Standardised pharmacological treatment comprised clonidine and valproate in tablet form. Clonidine is a central alpha-2-adrenergic agonist which counteracts opioid withdrawal symptoms associated with noradrenergic hyperactivity (4). The agent offers relief for patients with dominant opioid withdrawal by reducing restlessness, muscle twitching and stress (4). Its efficacy is well documented in patients with mild to moderate symptoms (12). Clonidine may cause adverse effects, including hypotension and insomnia, especially in the first few days. A dosage of 50 – 150 μg three times daily was used until urine toxicology tests were negative for opioids, usually after 6 – 10 days.

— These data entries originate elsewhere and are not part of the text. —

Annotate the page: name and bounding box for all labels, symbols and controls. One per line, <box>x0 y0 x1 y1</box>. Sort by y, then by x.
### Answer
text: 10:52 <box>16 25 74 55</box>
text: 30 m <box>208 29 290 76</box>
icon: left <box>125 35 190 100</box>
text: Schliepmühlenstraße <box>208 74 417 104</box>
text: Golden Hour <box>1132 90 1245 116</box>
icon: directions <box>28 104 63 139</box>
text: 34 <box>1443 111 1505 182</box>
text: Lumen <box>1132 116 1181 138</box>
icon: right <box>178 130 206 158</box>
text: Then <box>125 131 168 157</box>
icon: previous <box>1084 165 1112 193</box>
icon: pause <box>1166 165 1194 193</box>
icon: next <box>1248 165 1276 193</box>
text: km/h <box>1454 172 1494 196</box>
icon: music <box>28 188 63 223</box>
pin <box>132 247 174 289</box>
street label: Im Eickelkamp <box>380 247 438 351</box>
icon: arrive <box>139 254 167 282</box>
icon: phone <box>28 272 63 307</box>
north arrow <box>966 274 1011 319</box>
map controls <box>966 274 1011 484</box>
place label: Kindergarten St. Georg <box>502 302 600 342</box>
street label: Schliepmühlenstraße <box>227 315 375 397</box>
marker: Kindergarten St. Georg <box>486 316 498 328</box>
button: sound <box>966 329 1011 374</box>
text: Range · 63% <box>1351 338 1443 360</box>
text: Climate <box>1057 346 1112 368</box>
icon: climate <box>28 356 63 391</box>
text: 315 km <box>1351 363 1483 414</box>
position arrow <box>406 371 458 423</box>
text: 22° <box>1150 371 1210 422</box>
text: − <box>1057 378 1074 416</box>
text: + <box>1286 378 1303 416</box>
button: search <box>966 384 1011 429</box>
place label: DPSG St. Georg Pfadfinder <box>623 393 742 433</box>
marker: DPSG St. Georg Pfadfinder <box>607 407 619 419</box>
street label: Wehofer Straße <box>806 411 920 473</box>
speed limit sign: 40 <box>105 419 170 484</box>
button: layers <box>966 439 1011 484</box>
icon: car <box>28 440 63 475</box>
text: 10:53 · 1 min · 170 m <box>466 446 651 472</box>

Valproate is an antiepileptic that acts on brain GABA-A receptors. It has been used in our unit since 2002 to alleviate withdrawal symptoms and to prevent seizures and delirium tremens in patients with alcohol or benzodiazepine withdrawal. Its efficacy in preventing seizures and alleviating symptoms is similar to that of carbamazepine (13), but carbamazepine interacts with opioids (14) and has more adverse effects (15). Valproate should not be given to pregnant women (16). The dosage used was Orfiril long 600 mg twice daily. To quickly attain an adequate serum concentration, a loading dose of 1200 mg was given in oral solution. Orfiril was administered until benzodiazepines could no longer be detected in the urine.

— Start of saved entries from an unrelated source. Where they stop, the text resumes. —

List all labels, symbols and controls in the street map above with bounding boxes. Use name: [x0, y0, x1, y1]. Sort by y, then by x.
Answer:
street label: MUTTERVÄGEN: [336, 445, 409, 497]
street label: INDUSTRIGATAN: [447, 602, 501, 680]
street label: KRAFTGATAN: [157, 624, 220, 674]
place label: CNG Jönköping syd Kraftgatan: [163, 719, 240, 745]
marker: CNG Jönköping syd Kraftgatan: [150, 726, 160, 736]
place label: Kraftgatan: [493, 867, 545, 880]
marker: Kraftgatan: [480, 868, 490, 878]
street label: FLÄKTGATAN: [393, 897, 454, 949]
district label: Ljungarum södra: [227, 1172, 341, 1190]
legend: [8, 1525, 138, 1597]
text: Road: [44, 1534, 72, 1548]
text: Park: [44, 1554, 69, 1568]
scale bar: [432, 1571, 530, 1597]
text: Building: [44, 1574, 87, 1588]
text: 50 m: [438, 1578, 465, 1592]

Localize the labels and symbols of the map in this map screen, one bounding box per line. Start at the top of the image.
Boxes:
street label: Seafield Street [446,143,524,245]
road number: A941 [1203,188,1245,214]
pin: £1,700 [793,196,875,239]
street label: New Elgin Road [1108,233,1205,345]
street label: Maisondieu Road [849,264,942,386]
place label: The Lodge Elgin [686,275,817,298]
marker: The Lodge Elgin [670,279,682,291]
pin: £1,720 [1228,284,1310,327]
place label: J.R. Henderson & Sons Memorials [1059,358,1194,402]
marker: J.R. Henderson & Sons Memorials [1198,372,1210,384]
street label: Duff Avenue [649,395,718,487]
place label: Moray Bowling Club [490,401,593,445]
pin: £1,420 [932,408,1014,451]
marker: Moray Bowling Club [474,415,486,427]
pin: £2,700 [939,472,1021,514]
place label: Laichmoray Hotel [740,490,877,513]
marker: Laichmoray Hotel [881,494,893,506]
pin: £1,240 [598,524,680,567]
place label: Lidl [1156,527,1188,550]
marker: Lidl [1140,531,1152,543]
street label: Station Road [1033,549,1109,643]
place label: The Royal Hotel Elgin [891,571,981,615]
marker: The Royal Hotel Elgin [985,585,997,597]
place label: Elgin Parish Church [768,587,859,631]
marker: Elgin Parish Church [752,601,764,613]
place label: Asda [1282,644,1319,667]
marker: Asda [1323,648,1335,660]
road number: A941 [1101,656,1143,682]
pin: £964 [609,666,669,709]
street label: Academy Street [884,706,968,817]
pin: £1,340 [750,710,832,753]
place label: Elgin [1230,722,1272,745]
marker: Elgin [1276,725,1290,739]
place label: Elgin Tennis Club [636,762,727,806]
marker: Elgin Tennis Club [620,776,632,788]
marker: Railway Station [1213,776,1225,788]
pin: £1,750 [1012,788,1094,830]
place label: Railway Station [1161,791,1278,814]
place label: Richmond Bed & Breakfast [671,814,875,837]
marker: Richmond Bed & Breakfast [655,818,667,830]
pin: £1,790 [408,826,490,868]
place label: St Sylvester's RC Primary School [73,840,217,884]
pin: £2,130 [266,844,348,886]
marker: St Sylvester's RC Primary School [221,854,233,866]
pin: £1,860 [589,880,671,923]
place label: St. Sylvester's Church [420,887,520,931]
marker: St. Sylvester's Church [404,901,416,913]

Additional symptomatic treatment was determined on the basis of individual assessment: alimemazine was used for sleep disturbances; hydroxyzine for anxiety and agitation; paracetamol for somatic pain; ibuprofen for muscular pain; lactulose for constipation, metoclopramide for nausea, and loperamide for diarrhoea. Neuroleptics such as chlorprothixene and levomepromazine were used occasionally for sleep disturbances. Patients also received a daily dose of vitamins, and adequate fluids and nutrition.

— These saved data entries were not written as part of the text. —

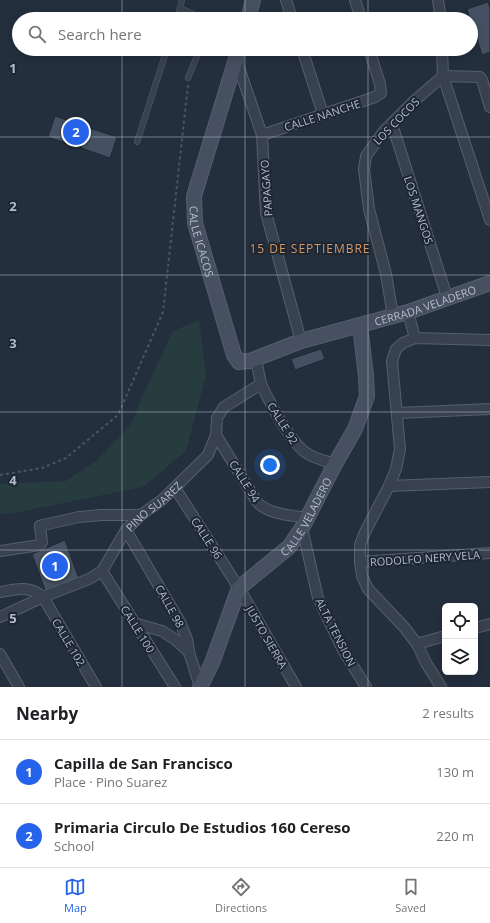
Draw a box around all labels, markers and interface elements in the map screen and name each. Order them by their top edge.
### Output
search box [12,12,478,56]
icon: search [26,23,48,45]
text: Search here [58,24,142,44]
text: 1 [9,59,17,77]
street label: LOS COCOS [370,94,422,148]
street label: CALLE NANCHE [282,96,362,134]
pin: 2 [63,117,89,147]
street label: PAPAGAYO [257,159,275,217]
street label: LOS MANGOS [401,174,437,246]
text: 2 [9,197,17,215]
street label: CALLE ICACOS [187,206,218,279]
district label: 15 DE SEPTIEMBRE [249,240,371,257]
street label: CERRADA VELADERO [372,281,478,328]
text: 3 [9,334,17,352]
street label: CALLE 92 [264,399,302,447]
your location [260,455,280,475]
street label: CALLE 94 [226,457,264,505]
text: 4 [9,471,17,489]
street label: CALLE VELADERO [277,474,335,559]
street label: PINO SUAREZ [122,478,185,534]
street label: CALLE 96 [188,514,226,562]
street label: RODOLFO NERY VELA [369,547,481,569]
pin: 1 [42,551,68,581]
street label: CALLE 98 [152,582,188,630]
street label: ALTA TENSION [312,595,360,669]
street label: CALLE 100 [118,602,158,656]
street label: JUSTO SIERRA [242,602,291,671]
map controls [442,603,478,675]
button: locate [442,603,478,639]
text: 5 [9,609,17,627]
street label: CALLE 102 [49,615,89,669]
button: layers [442,639,478,675]
text: Nearby [16,702,78,725]
text: 2 results [422,704,474,722]
text: Capilla de San Francisco [54,753,233,773]
text: 1 [25,763,33,781]
text: 130 m [436,763,474,781]
text: Place · Pino Suarez [54,773,167,791]
text: Primaria Circulo De Estudios 160 Cereso [54,817,350,837]
text: 2 [25,827,33,845]
text: 220 m [436,827,474,845]
text: School [54,837,94,855]
tab: Map [64,876,87,915]
tab: Directions [215,876,267,915]
tab: Saved [395,876,426,915]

The duration of treatment of withdrawal symptoms in this study was set to ten days. This was based on a previous study of polydrug users (8) and on detection times for the individual substances in the urine (17). Clinical experience has shown that the risk of severe withdrawal symptoms is related to drug detection time in the urine.
In this study, treatment was considered completed after ten days in the unit or upon a negative urine toxicology screen. An exception was made for cannabis, which can be detected in the urine for several weeks.
The Regional Ethics Committee (REC) considered the study to be a Quality Assurance Project exempt from the requirement of ethical approval. The study was approved by the Norwegian Centre for Research Data.